*WHAT TO PRODUCE*
Using the entries below, output each line exactly from the first through the one that contains "filter:drop-shadow(0 0 2px".

(Dataset entries)
################

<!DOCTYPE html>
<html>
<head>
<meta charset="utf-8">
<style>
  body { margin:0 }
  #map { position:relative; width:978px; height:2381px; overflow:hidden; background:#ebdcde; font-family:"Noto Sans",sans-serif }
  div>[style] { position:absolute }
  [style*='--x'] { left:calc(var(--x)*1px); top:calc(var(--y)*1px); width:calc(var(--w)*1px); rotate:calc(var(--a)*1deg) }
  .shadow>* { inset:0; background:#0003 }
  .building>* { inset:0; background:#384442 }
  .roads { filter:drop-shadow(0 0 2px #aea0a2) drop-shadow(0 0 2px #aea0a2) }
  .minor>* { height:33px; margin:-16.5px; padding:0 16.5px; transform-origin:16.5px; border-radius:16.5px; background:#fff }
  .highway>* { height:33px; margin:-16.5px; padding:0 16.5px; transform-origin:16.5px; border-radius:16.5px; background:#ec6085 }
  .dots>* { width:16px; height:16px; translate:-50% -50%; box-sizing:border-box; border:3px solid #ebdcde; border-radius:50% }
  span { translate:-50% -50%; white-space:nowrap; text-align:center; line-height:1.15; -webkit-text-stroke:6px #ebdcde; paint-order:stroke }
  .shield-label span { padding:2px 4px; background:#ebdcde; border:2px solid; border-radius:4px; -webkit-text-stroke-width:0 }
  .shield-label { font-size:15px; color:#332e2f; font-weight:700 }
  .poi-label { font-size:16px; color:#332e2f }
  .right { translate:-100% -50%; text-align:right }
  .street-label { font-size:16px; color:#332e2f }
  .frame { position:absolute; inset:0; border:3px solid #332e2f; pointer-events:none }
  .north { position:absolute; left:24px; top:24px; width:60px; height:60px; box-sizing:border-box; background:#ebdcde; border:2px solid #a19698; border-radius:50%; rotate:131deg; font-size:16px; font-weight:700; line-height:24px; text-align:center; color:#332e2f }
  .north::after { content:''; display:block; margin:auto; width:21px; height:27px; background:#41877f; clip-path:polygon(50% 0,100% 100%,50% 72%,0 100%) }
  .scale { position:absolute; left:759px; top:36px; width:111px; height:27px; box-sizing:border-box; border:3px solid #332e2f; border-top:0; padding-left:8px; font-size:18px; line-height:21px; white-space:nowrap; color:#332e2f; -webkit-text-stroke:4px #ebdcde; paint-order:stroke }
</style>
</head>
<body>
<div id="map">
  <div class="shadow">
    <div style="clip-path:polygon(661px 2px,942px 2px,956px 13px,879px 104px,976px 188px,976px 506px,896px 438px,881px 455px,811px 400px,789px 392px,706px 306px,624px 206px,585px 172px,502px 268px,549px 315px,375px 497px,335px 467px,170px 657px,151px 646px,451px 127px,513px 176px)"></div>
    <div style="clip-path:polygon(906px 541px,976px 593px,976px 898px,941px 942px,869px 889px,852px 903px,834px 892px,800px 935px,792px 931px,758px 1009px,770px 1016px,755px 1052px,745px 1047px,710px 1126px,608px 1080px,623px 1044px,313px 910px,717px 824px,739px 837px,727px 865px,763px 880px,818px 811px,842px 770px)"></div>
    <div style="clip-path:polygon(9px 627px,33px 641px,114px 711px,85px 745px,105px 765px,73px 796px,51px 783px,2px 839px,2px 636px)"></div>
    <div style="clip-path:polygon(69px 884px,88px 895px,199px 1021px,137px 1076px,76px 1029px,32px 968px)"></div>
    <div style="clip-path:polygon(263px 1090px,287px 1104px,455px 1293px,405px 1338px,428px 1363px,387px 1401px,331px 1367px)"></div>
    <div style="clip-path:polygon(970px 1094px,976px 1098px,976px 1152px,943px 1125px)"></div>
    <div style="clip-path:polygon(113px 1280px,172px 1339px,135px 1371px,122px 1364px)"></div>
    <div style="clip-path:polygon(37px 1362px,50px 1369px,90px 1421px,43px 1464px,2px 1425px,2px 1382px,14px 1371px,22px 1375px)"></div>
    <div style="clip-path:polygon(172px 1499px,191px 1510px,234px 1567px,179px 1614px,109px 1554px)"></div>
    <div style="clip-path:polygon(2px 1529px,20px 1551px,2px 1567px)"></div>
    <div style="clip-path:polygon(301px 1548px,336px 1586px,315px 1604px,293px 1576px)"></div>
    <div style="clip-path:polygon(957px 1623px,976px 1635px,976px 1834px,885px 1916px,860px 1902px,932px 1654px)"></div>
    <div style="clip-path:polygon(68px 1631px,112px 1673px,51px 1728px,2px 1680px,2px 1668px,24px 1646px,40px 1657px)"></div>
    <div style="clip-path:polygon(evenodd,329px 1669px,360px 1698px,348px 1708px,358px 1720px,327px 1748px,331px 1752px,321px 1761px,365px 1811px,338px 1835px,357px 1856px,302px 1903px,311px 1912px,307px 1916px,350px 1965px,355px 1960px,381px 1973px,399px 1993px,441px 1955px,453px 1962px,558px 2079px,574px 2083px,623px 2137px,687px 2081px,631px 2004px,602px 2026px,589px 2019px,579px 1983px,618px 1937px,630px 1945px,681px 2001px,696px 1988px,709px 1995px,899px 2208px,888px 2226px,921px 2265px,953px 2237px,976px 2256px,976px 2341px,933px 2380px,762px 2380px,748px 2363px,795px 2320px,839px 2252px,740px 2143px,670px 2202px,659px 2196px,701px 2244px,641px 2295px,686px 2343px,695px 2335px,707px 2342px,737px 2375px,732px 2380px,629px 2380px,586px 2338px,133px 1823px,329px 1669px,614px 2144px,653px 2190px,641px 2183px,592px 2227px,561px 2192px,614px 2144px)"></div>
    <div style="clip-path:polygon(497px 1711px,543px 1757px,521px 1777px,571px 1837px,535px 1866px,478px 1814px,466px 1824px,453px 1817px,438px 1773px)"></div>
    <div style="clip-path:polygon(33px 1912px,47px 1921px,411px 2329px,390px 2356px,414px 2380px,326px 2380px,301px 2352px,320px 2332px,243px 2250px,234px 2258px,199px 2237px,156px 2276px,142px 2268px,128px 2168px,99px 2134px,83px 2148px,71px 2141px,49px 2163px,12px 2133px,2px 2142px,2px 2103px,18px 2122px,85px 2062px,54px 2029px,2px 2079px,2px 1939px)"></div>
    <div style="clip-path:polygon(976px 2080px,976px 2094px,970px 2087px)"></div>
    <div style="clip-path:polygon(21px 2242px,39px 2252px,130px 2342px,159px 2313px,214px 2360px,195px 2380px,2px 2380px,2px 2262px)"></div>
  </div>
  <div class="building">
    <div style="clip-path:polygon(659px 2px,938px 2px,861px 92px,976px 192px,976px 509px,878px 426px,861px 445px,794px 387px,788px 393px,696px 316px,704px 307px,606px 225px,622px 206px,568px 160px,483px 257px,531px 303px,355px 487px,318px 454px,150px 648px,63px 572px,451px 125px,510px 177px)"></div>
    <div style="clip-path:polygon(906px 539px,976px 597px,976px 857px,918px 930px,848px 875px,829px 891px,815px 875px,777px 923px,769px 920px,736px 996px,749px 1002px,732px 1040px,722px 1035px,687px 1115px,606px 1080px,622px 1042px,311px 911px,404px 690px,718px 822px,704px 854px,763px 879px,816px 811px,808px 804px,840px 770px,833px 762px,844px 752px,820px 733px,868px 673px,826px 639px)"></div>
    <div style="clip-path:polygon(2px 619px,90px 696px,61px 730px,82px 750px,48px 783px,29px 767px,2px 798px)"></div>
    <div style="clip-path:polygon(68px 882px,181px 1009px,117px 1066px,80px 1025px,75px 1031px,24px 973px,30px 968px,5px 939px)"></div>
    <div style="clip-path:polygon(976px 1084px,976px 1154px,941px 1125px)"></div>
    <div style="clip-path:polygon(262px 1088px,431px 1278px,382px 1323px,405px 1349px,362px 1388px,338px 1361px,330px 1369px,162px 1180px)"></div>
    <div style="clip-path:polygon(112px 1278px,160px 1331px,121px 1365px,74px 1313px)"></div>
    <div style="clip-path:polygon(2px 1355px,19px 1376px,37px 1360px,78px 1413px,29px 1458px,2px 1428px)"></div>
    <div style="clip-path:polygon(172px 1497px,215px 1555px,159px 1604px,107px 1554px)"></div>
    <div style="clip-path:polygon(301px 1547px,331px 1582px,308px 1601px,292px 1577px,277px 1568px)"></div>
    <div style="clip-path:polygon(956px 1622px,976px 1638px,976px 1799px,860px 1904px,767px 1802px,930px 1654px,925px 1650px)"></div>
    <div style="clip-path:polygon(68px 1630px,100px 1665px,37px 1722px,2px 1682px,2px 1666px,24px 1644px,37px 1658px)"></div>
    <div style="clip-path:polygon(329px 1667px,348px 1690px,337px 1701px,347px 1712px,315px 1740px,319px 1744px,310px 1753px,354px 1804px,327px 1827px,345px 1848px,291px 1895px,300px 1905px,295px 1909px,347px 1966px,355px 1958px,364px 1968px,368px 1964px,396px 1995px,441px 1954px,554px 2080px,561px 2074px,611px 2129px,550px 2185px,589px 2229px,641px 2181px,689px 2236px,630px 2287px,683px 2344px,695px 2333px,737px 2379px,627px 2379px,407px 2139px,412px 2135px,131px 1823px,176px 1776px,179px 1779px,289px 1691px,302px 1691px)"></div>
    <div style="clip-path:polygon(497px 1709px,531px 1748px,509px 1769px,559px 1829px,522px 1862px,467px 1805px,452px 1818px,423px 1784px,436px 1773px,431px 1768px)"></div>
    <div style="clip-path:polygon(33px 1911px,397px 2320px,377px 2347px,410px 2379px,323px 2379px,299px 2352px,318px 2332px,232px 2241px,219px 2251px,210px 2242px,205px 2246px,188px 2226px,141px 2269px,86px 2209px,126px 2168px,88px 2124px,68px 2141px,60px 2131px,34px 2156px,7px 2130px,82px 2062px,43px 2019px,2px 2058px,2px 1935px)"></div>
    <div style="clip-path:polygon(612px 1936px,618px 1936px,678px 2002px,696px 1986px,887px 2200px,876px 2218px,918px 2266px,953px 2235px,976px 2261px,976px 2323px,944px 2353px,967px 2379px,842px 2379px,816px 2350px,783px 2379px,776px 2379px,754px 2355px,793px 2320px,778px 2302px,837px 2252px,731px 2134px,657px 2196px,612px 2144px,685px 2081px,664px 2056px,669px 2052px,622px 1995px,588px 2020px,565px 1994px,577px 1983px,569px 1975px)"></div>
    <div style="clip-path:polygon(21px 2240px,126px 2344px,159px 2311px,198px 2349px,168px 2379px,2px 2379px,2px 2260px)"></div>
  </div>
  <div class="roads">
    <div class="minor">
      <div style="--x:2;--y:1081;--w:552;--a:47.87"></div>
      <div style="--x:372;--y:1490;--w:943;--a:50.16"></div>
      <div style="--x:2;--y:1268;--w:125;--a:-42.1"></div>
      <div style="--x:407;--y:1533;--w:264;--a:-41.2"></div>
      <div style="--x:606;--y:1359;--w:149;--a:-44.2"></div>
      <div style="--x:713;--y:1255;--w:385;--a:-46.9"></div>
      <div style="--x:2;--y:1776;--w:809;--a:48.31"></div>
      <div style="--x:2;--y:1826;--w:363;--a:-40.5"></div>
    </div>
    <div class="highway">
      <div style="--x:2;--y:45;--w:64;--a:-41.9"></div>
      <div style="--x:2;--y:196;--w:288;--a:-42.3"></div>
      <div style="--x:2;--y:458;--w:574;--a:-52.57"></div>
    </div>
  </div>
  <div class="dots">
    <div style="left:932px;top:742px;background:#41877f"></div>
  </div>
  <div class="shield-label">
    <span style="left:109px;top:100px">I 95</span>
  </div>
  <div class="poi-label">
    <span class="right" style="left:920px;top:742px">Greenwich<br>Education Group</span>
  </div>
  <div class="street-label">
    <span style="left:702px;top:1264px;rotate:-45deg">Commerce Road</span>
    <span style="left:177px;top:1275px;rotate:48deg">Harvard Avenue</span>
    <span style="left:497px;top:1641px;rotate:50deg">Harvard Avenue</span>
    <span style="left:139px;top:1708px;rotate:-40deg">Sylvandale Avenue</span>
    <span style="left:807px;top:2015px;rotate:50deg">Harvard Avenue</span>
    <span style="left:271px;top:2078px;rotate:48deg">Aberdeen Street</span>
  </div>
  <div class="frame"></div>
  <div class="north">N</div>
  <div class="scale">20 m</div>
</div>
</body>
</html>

################

*SOLUTION TO THE PROBLEM*
<!DOCTYPE html>
<html>
<head>
<meta charset="utf-8">
<style>
  body { margin:0 }
  #map { position:relative; width:978px; height:2381px; overflow:hidden; background:#ebdcde; font-family:"Noto Sans",sans-serif }
  div>[style] { position:absolute }
  [style*='--x'] { left:calc(var(--x)*1px); top:calc(var(--y)*1px); width:calc(var(--w)*1px); rotate:calc(var(--a)*1deg) }
  .shadow>* { inset:0; background:#0003 }
  .building>* { inset:0; background:#384442 }
  .roads { filter:drop-shadow(0 0 2px #aea0a2) drop-shadow(0 0 2px #aea0a2) }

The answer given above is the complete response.